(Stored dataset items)

::::

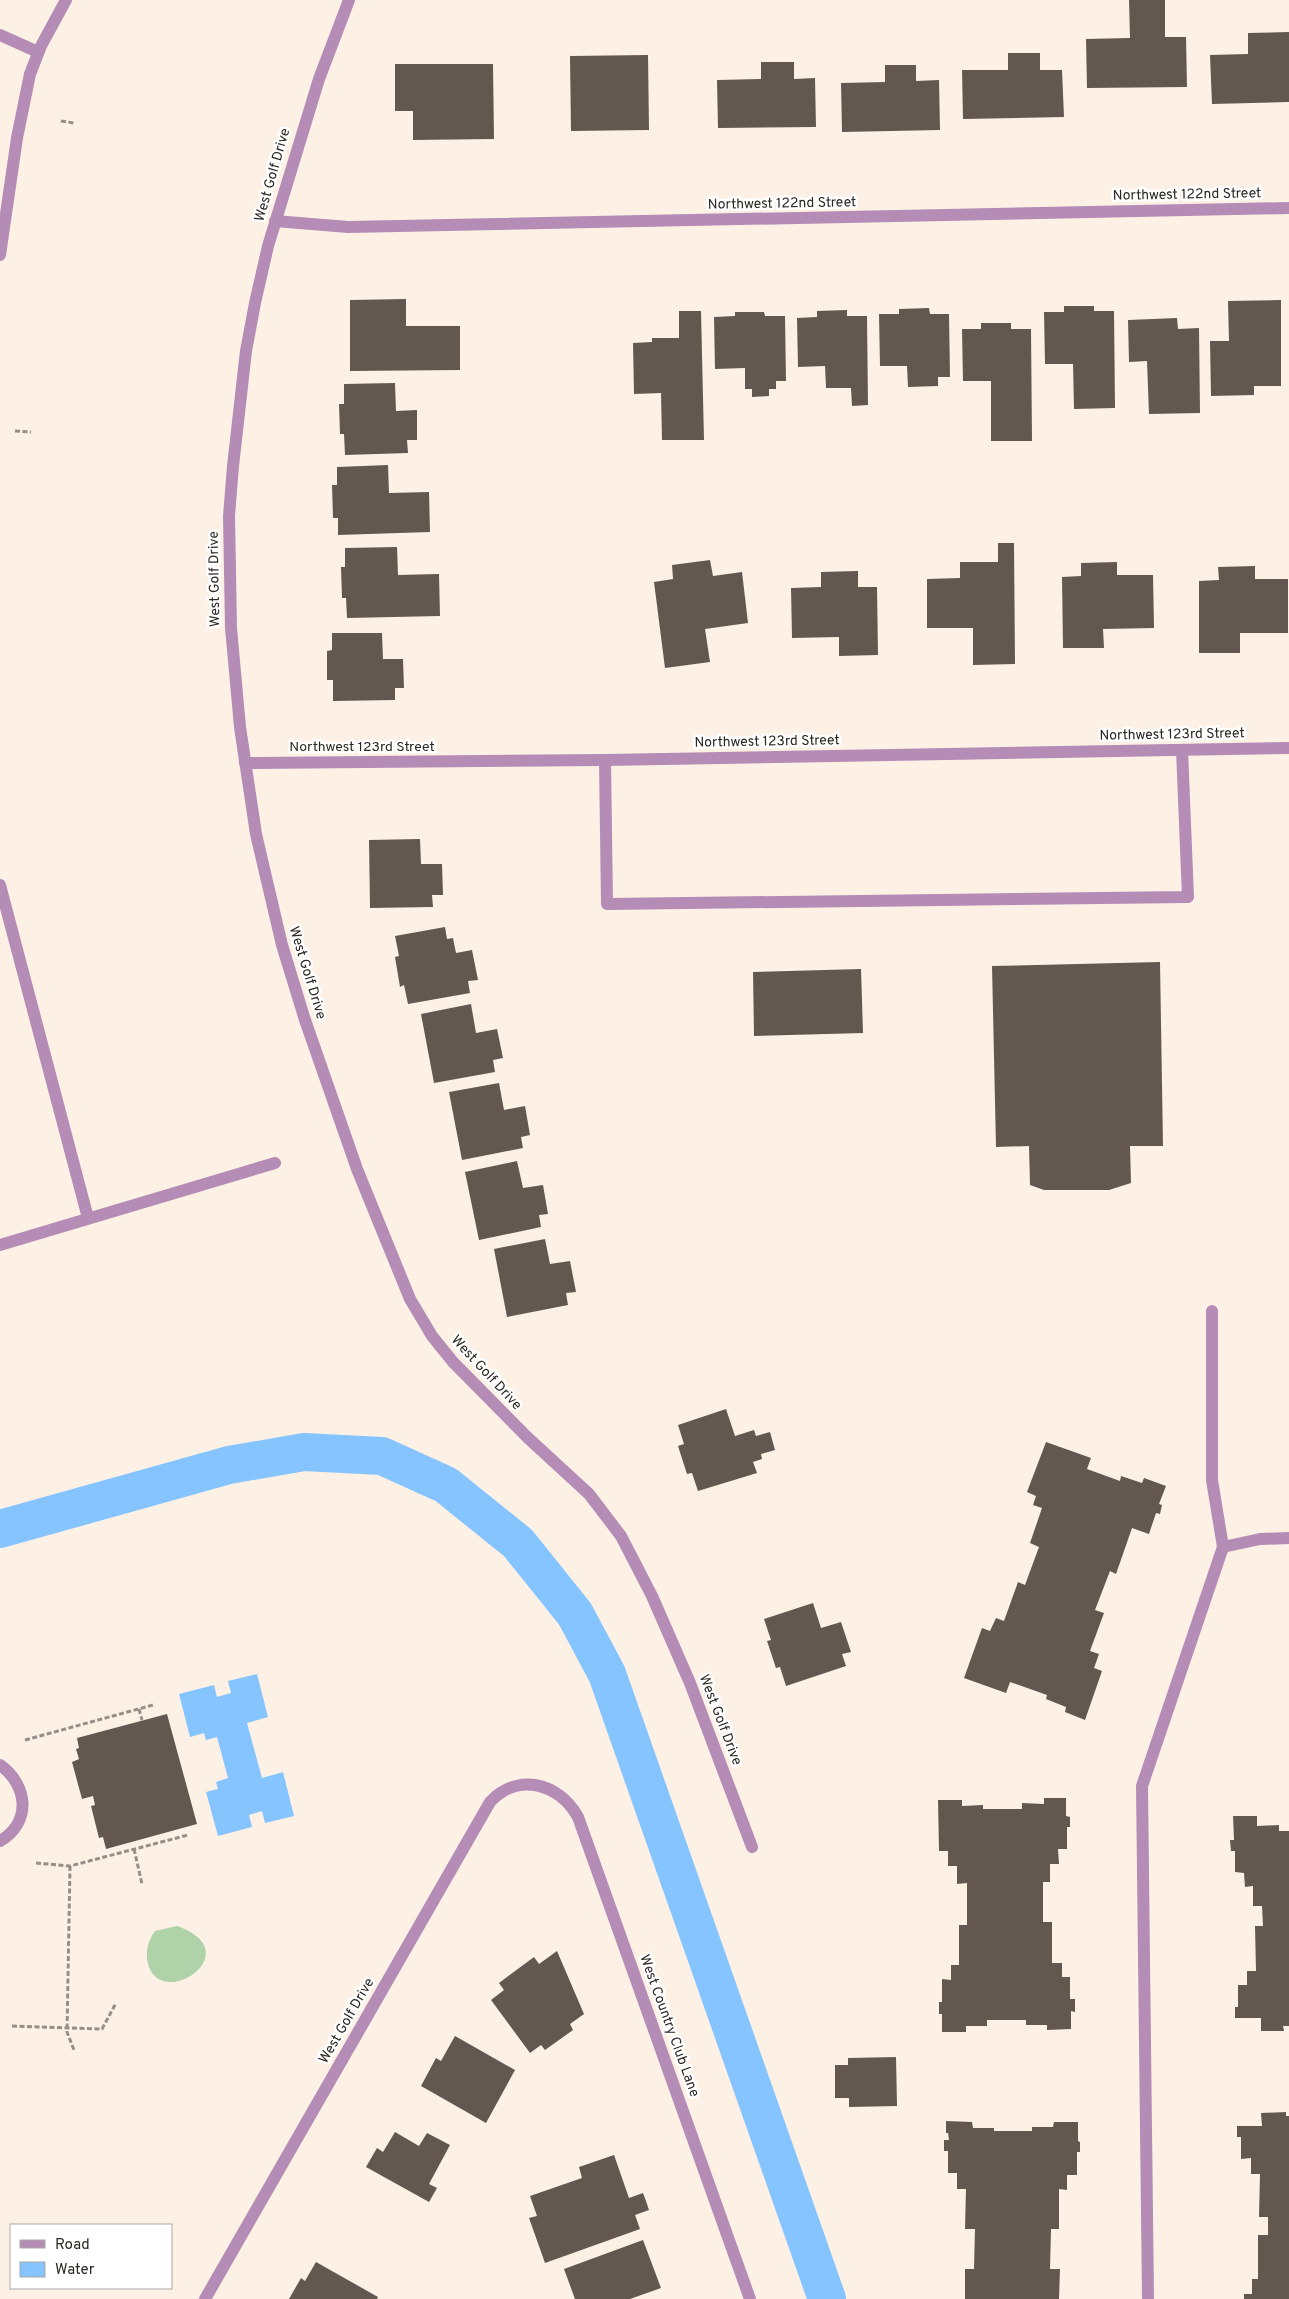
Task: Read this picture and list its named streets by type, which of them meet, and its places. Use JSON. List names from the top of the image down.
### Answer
{
  "streets": {
    "street": [
      "West Golf Drive",
      "Northwest 122nd Street",
      "Northwest 123rd Street",
      "West Country Club Lane"
    ]
  },
  "crossings": [
    ["West Golf Drive", "Northwest 122nd Street"],
    ["West Golf Drive", "Northwest 123rd Street"],
    ["West Golf Drive", "West Country Club Lane"]
  ],
  "legend": ["Road", "Water"]
}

::::

Pictures are to be left out; please print the rest of the records above word for word.

Task: Read this picture and list its named streets by type, which of them meet, and its places. Use JSON. List names from the top of the image down.
### Answer
{
  "streets": {
    "street": [
      "West Golf Drive",
      "Northwest 122nd Street",
      "Northwest 123rd Street",
      "West Country Club Lane"
    ]
  },
  "crossings": [
    ["West Golf Drive", "Northwest 122nd Street"],
    ["West Golf Drive", "Northwest 123rd Street"],
    ["West Golf Drive", "West Country Club Lane"]
  ],
  "legend": ["Road", "Water"]
}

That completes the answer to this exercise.